Il che è vero a maggior ragione se si pensa ai miti più rilevanti per l’identità nazionale, che riguardano la storia, la memoria, le tradizioni e dunque condizionano le possibilità di pensare e progettare il presente e il futuro di un paese.

5 – Nuovi paesaggi mediatici

Questa sessione intende mettere a fuoco i nuovi paradigmi interpretativi idonei a tratteggiare le prospettive e gli scenari futuri nel rapporto tra identità e comunicazione, partendo da un’analisi delle dinamiche sociali e culturali che contraddistinguono l’attuale scenario mediatico.
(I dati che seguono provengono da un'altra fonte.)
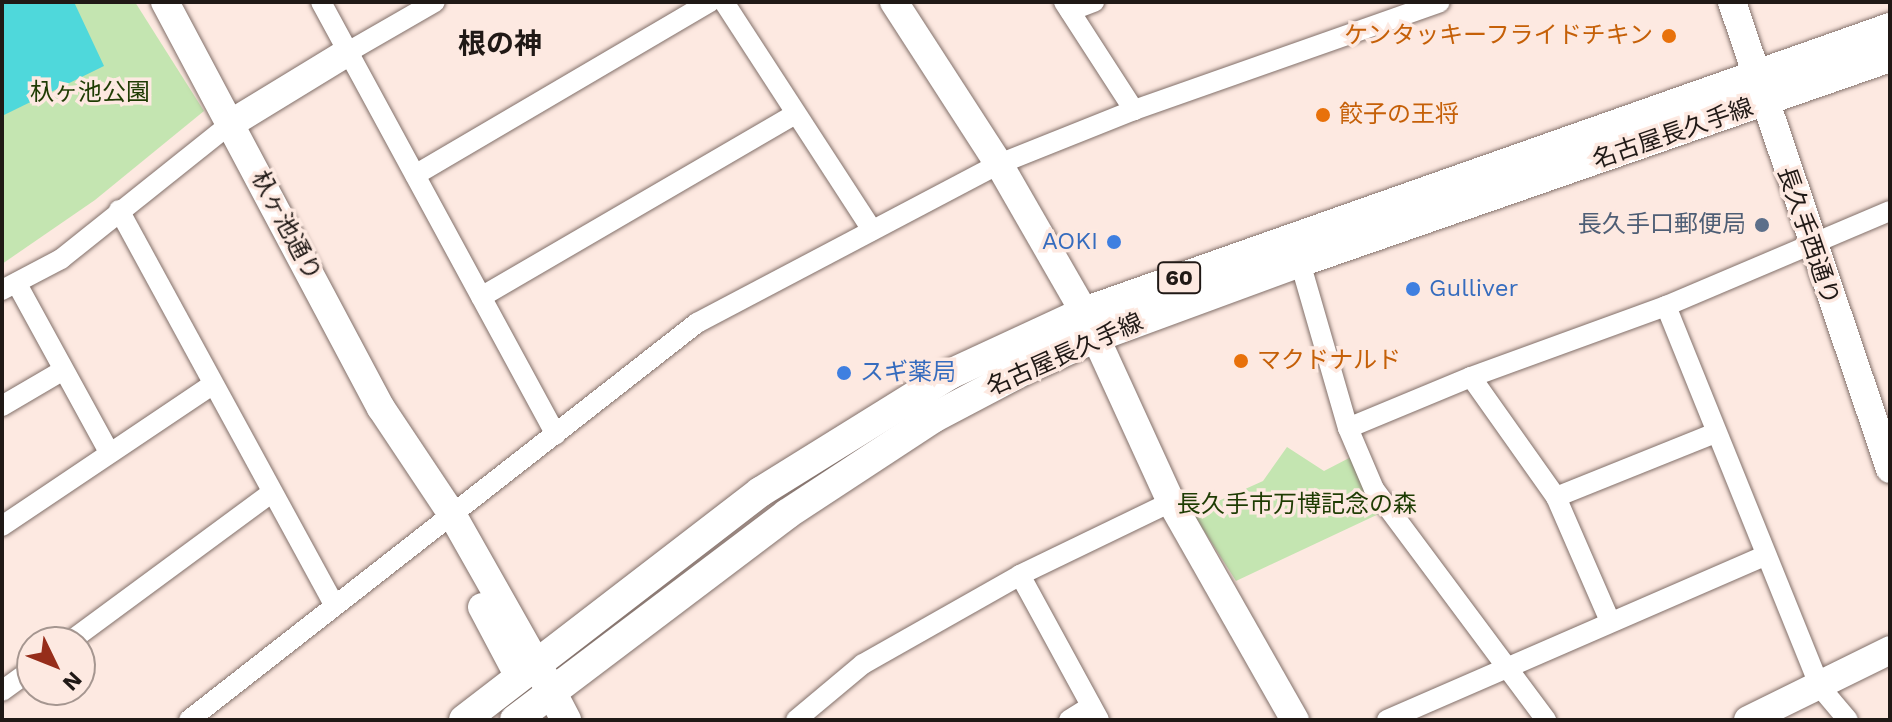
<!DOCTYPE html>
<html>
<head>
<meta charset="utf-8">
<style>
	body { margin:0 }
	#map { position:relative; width:1892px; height:722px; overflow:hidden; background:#fde9e1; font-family:"Work Sans","Noto Sans JP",sans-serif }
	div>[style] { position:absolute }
	.green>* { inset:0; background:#c4e5b1 }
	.water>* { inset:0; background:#4fd8db }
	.roads { filter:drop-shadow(0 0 2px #82706a) drop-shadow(0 0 2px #82706a) }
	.street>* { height:20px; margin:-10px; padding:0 10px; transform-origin:10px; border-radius:10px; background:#fff }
	.secondary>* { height:28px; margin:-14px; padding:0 14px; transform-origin:14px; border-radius:14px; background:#fff }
	.primary>* { height:30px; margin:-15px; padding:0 15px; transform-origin:15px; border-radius:15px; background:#fff }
	.dots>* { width:22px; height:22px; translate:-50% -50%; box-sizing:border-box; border:4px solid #fde9e1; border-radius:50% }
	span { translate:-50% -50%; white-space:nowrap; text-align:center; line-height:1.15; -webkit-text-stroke:7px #fde9e1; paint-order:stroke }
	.shield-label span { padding:2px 6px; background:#fde9e1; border:2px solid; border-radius:6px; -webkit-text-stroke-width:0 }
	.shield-label { font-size:22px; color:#201916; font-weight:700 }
	.food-label { font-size:24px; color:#c56008 }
	.right { translate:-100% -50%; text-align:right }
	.left { translate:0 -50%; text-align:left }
	.park-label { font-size:24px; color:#1e3c03 }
	.street-label { font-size:24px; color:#201916 }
	.service-label { font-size:24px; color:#4e5e75 }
	.shop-label { font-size:24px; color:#366cbe }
	.quarter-label { font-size:28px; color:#201916; font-weight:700 }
	.frame { position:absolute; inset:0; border:4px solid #201916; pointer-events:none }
	.north { position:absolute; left:16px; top:626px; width:80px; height:80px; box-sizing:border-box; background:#fde9e1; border:2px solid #a59690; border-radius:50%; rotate:133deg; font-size:22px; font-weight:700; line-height:32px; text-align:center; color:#201916 }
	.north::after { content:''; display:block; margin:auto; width:28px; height:36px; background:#962d1a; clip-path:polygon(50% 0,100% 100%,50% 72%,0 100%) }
</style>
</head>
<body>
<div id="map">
	<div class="green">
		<i style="clip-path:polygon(2px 2px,135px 2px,204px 111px,95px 200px,2px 264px)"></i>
		<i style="clip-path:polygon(1287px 447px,1324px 471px,1353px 456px,1383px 512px,1236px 581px,1180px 493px,1214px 503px,1263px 481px)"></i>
	</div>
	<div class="water">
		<i style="clip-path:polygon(2px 2px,74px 2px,104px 66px,2px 116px)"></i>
	</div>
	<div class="roads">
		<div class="street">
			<i style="left:321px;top:2px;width:492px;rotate:61.5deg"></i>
			<i style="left:724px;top:2px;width:272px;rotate:57deg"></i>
			<i style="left:1064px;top:2px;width:129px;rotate:57.1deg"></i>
			<i style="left:1070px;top:11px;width:26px;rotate:-21deg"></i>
			<i style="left:348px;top:52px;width:100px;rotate:-29.9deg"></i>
			<i style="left:415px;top:175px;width:342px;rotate:-30.4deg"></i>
			<i style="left:119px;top:210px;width:450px;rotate:61.4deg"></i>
			<i style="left:1300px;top:262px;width:173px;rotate:73.9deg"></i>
			<i style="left:1348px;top:428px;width:66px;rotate:66.9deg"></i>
			<i style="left:1374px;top:489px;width:288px;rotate:53.3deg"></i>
			<i style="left:17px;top:284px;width:192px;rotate:61.3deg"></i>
			<i style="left:2px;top:290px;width:67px;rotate:-27.7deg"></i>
			<i style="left:61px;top:259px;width:216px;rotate:-38.6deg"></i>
			<i style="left:481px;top:297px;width:364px;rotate:-30.2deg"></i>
			<i style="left:1666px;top:306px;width:411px;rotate:68deg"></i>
			<i style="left:1820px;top:687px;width:43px;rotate:49.7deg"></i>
			<i style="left:1471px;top:377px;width:147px;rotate:54.7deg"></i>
			<i style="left:1556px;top:497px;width:135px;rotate:66.5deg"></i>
			<i style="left:2px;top:406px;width:69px;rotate:-30.3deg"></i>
			<i style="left:1348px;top:428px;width:133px;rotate:-22.5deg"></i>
			<i style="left:1471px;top:377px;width:208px;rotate:-20deg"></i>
			<i style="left:1666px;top:306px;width:243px;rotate:-23deg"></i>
			<i style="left:1556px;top:497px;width:171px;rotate:-21.9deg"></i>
			<i style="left:2px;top:526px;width:254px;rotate:-33.9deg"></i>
			<i style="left:1020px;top:575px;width:165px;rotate:61.4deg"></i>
			<i style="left:69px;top:642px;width:250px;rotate:-36.4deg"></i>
			<i style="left:2px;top:691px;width:37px;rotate:-36deg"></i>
			<i style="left:189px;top:720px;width:645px;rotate:-38.01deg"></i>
			<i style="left:697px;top:323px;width:341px;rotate:-27.8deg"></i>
			<i style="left:999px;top:164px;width:145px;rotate:-21.8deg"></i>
			<i style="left:1134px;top:110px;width:324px;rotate:-19.4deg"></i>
			<i style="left:796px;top:720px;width:87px;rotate:-39.9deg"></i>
			<i style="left:863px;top:664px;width:180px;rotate:-29.5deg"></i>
			<i style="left:1020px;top:575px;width:168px;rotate:-25.8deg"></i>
			<i style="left:1069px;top:720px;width:26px;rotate:-32deg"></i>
			<i style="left:1387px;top:720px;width:412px;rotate:-23.5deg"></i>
		</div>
		<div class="secondary">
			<i style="left:165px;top:2px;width:460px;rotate:62deg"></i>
			<i style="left:381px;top:408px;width:130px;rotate:56.3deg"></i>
			<i style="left:453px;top:516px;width:169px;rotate:60.5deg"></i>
			<i style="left:894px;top:2px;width:193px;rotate:57.1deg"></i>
			<i style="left:999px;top:164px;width:171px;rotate:60.1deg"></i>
			<i style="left:1084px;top:312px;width:209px;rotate:65.4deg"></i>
			<i style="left:1171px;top:502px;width:251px;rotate:60.4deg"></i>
			<i style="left:1732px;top:2px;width:493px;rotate:71.3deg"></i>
			<i style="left:230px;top:124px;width:138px;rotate:-31.4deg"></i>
			<i style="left:482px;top:607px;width:79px;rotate:62.1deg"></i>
			<i style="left:1748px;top:720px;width:158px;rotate:-26.2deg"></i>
		</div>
		<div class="primary">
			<i style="left:543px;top:676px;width:50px;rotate:62.4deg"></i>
			<i style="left:464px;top:720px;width:374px;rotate:-37.6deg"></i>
			<i style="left:760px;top:492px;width:224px;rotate:-31.8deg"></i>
			<i style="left:950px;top:374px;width:148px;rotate:-24.8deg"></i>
			<i style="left:1084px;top:312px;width:855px;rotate:-19.41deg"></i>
			<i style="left:515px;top:720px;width:341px;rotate:-37.1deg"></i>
			<i style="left:787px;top:514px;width:175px;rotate:-33.3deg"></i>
			<i style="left:933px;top:418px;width:103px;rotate:-27.8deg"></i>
			<i style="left:1024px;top:370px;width:79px;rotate:-24.6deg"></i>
			<i style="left:1096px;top:337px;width:217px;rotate:-20.2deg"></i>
			<i style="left:1300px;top:262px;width:625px;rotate:-19.16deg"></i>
		</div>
	</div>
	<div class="dots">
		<i style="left:1669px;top:36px;background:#e8710a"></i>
		<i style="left:1323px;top:115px;background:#e8710a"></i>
		<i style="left:1762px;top:225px;background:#5c6f8a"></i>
		<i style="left:1114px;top:242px;background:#3f7fe0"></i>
		<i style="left:1413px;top:289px;background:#3f7fe0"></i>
		<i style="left:1241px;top:361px;background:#e8710a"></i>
		<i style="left:844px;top:373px;background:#3f7fe0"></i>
	</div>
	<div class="shield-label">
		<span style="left:1179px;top:278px">60</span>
	</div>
	<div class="food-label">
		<span class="right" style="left:1653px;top:36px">ケンタッキーフライドチキン</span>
		<span class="left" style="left:1339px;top:115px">餃子の王将</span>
		<span class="left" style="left:1257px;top:361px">マクドナルド</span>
	</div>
	<div class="park-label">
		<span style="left:90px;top:93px">杁ヶ池公園</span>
		<span style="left:1297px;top:505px">長久手市万博記念の森</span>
	</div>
	<div class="street-label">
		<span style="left:1673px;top:134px;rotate:-19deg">名古屋長久手線</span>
		<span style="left:286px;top:226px;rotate:62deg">杁ヶ池通り</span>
		<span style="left:1808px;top:236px;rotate:71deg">長久手西通り</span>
		<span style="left:1065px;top:355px;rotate:-24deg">名古屋長久手線</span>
	</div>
	<div class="service-label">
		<span class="right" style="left:1746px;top:225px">長久手口郵便局</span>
	</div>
	<div class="shop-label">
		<span class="right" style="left:1098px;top:242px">AOKI</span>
		<span class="left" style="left:1429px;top:289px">Gulliver</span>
		<span class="left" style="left:860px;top:373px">スギ薬局</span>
	</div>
	<div class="quarter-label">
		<span style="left:500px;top:44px">根の神</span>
	</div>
	<div class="frame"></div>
	<div class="north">N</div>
</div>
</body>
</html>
Sulla base dell’approccio inaugurato da Marshall McLuhan, attraverso cui è possibile definire i media come ambiente, gli interventi ospitati in questa sessione intendono chiarire il ruolo che le più recenti tecnologie dell’informazione e della comunicazione svolgono sul modo di percepire e definire gli spazi sociali della contemporaneità, allo scopo di esplorare i mutamenti in atto nel rapporto uomo-ambiente-tecnologia. Attraverso un approccio di tipo sistemico e di integrazione tra differenti discipline e metodologie, la sessione ha lo scopo di tracciare le linee di fuga attraverso cui nuovi modelli identitari emergono all’emergere delle nuove forme espressive della comunicazione, caratterizzate dalla sempre più massiccia penetrazione dei media nei processi democratici e di formazione delle identità collettive, così da individuare le sfide che il sistema dei nuovi media porta con sé.